WHAT TO DO: Pictures do not belong in the copy; restate the records below word for word.

»»

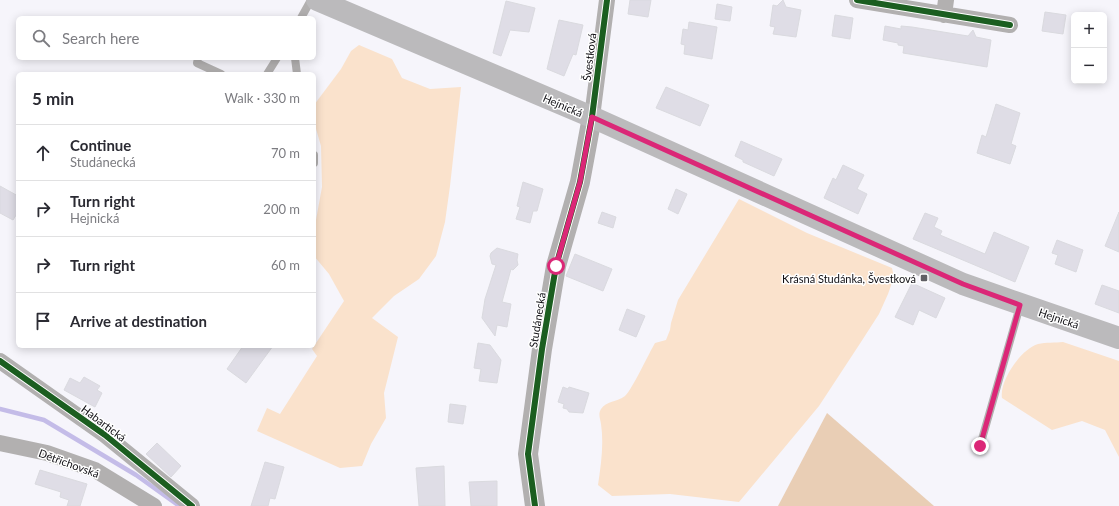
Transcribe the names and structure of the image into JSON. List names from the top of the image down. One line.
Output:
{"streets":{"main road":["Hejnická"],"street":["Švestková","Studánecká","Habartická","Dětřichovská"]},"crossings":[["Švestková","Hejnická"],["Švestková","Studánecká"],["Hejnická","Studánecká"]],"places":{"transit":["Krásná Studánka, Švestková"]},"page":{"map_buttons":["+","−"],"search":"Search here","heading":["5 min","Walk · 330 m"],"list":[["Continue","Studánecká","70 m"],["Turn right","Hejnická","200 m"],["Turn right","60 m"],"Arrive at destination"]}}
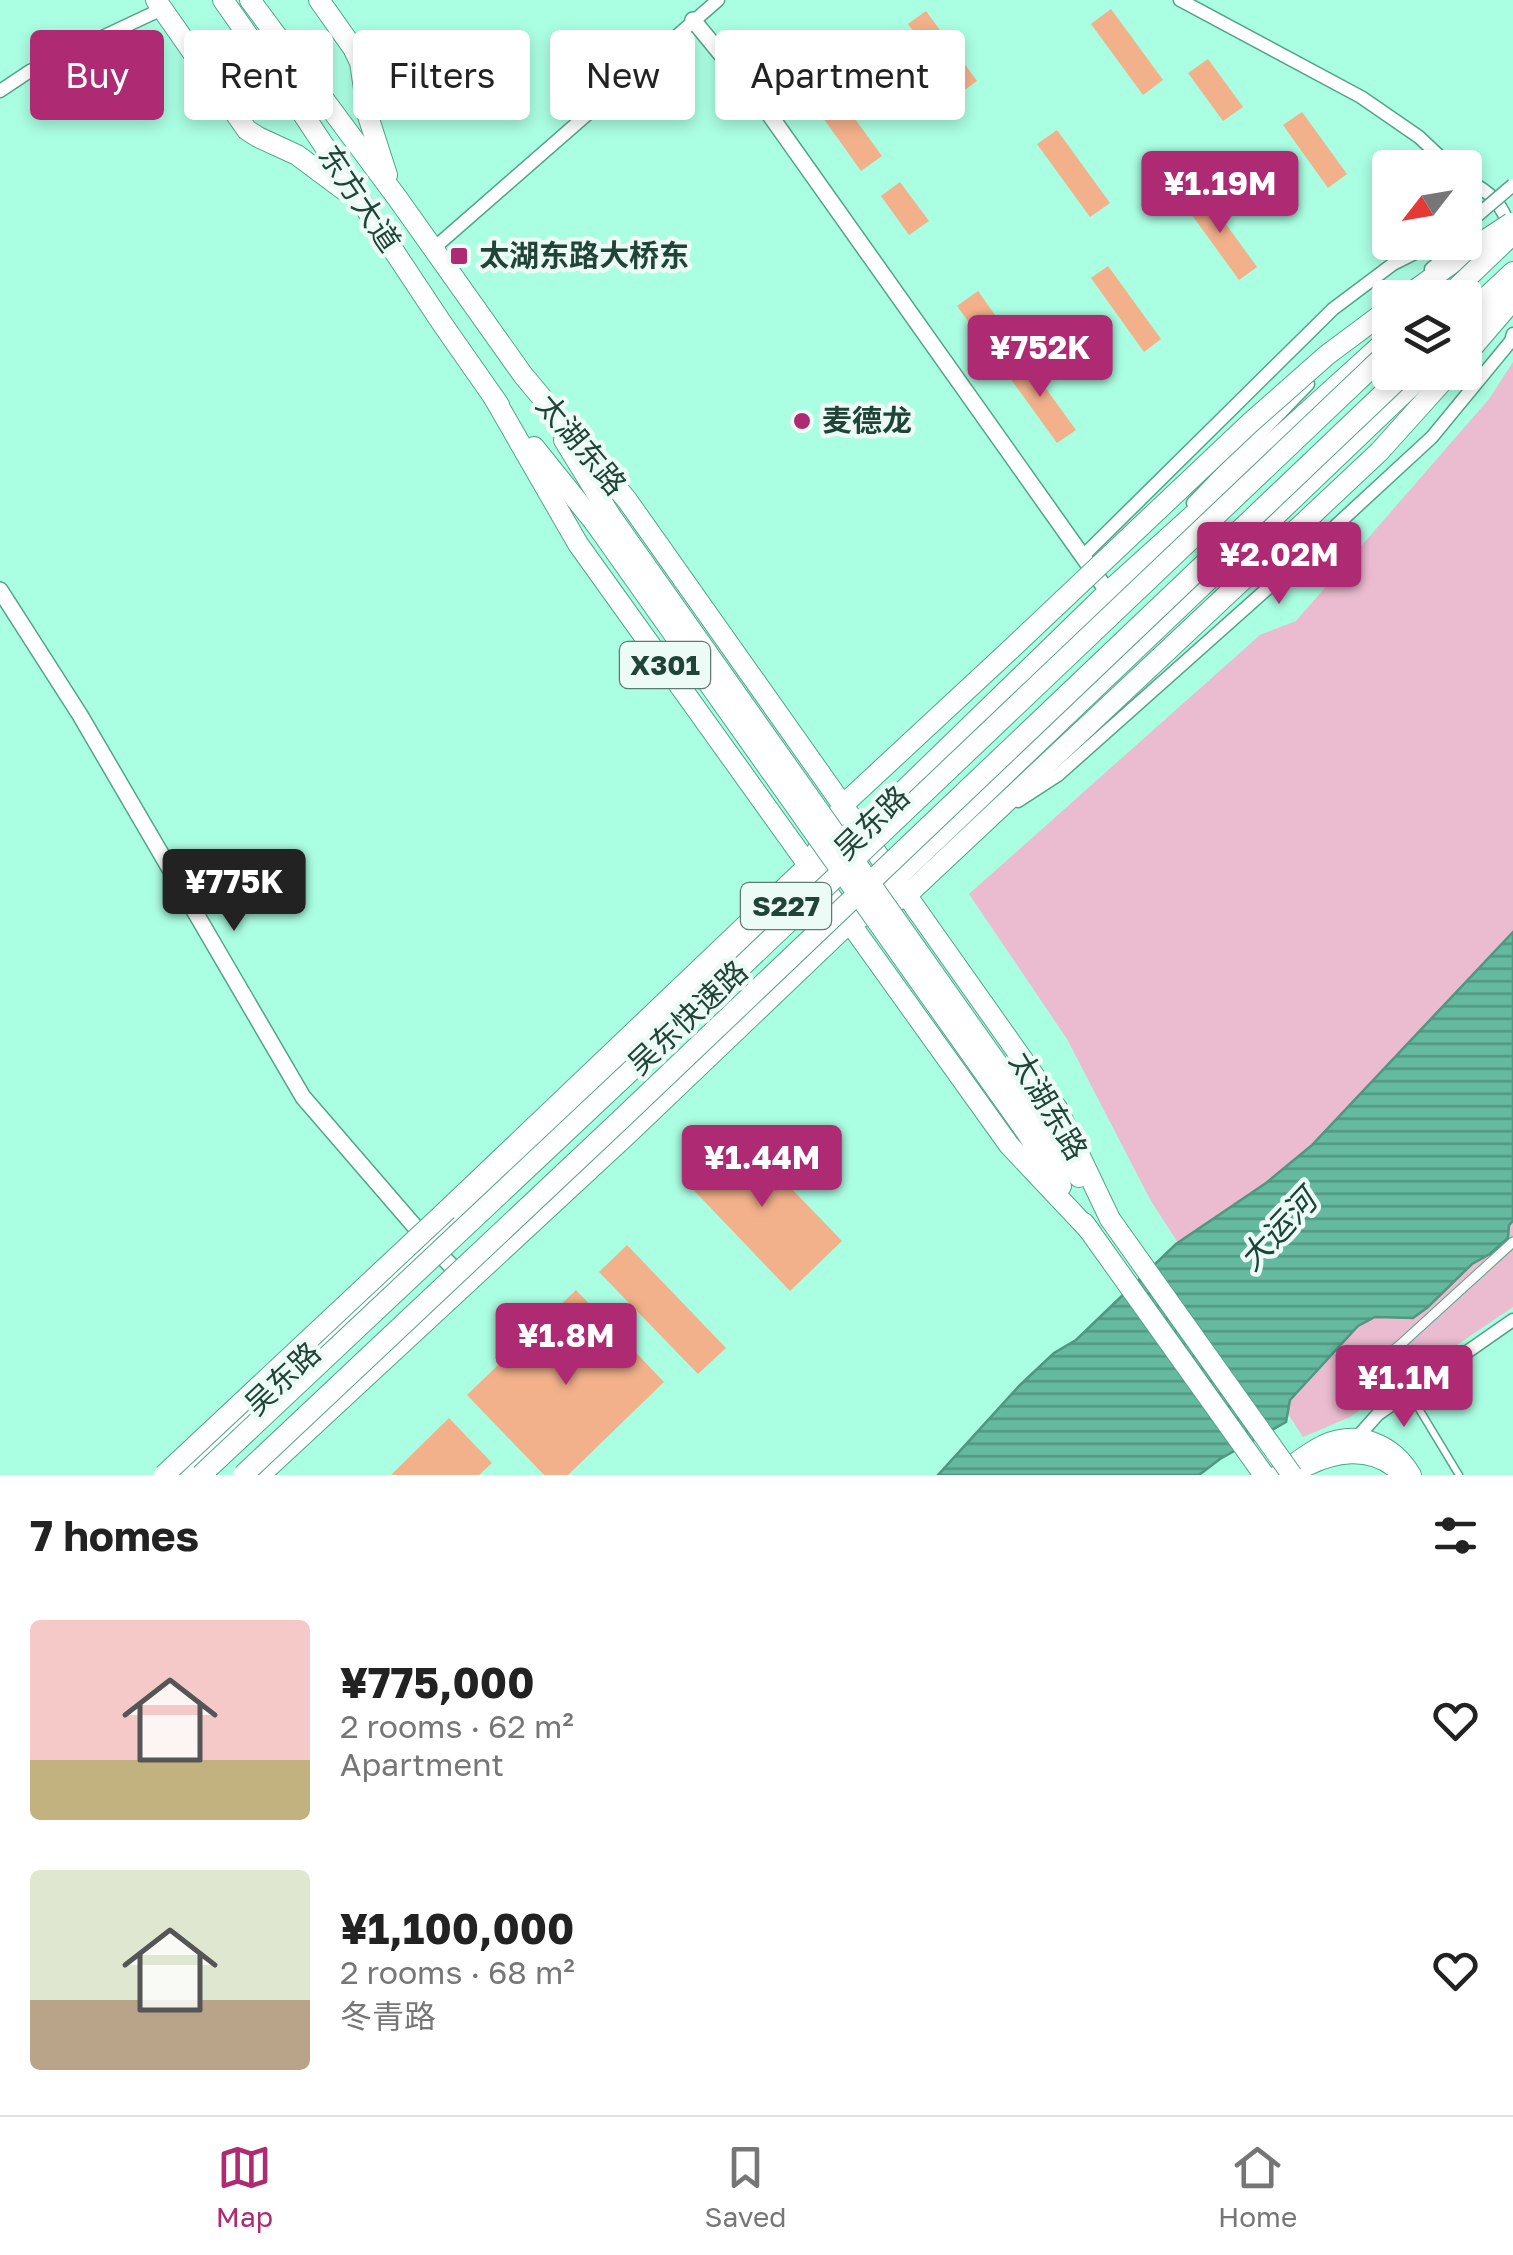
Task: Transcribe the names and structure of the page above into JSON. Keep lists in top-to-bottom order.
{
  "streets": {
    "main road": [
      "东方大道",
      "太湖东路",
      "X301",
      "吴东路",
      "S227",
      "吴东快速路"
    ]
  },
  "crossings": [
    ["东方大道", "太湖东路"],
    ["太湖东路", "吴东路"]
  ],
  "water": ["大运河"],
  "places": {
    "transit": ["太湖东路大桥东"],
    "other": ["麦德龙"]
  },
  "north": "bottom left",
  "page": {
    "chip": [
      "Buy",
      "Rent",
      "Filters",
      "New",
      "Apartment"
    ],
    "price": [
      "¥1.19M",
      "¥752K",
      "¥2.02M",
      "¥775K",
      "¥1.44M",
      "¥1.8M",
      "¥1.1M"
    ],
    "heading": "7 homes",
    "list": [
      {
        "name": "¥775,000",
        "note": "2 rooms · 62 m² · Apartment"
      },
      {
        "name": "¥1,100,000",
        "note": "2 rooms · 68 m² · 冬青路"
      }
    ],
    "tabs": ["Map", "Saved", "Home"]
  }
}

««

RESPONSE BOX:
Transcribe the names and structure of the image into JSON. List names from the top of the image down. One line.
Output:
{"streets":{"main road":["Hejnická"],"street":["Švestková","Studánecká","Habartická","Dětřichovská"]},"crossings":[["Švestková","Hejnická"],["Švestková","Studánecká"],["Hejnická","Studánecká"]],"places":{"transit":["Krásná Studánka, Švestková"]},"page":{"map_buttons":["+","−"],"search":"Search here","heading":["5 min","Walk · 330 m"],"list":[["Continue","Studánecká","70 m"],["Turn right","Hejnická","200 m"],["Turn right","60 m"],"Arrive at destination"]}}
Task: Transcribe the names and structure of the page above into JSON. Keep lists in top-to-bottom order.
{
  "streets": {
    "main road": [
      "东方大道",
      "太湖东路",
      "X301",
      "吴东路",
      "S227",
      "吴东快速路"
    ]
  },
  "crossings": [
    ["东方大道", "太湖东路"],
    ["太湖东路", "吴东路"]
  ],
  "water": ["大运河"],
  "places": {
    "transit": ["太湖东路大桥东"],
    "other": ["麦德龙"]
  },
  "north": "bottom left",
  "page": {
    "chip": [
      "Buy",
      "Rent",
      "Filters",
      "New",
      "Apartment"
    ],
    "price": [
      "¥1.19M",
      "¥752K",
      "¥2.02M",
      "¥775K",
      "¥1.44M",
      "¥1.8M",
      "¥1.1M"
    ],
    "heading": "7 homes",
    "list": [
      {
        "name": "¥775,000",
        "note": "2 rooms · 62 m² · Apartment"
      },
      {
        "name": "¥1,100,000",
        "note": "2 rooms · 68 m² · 冬青路"
      }
    ],
    "tabs": ["Map", "Saved", "Home"]
  }
}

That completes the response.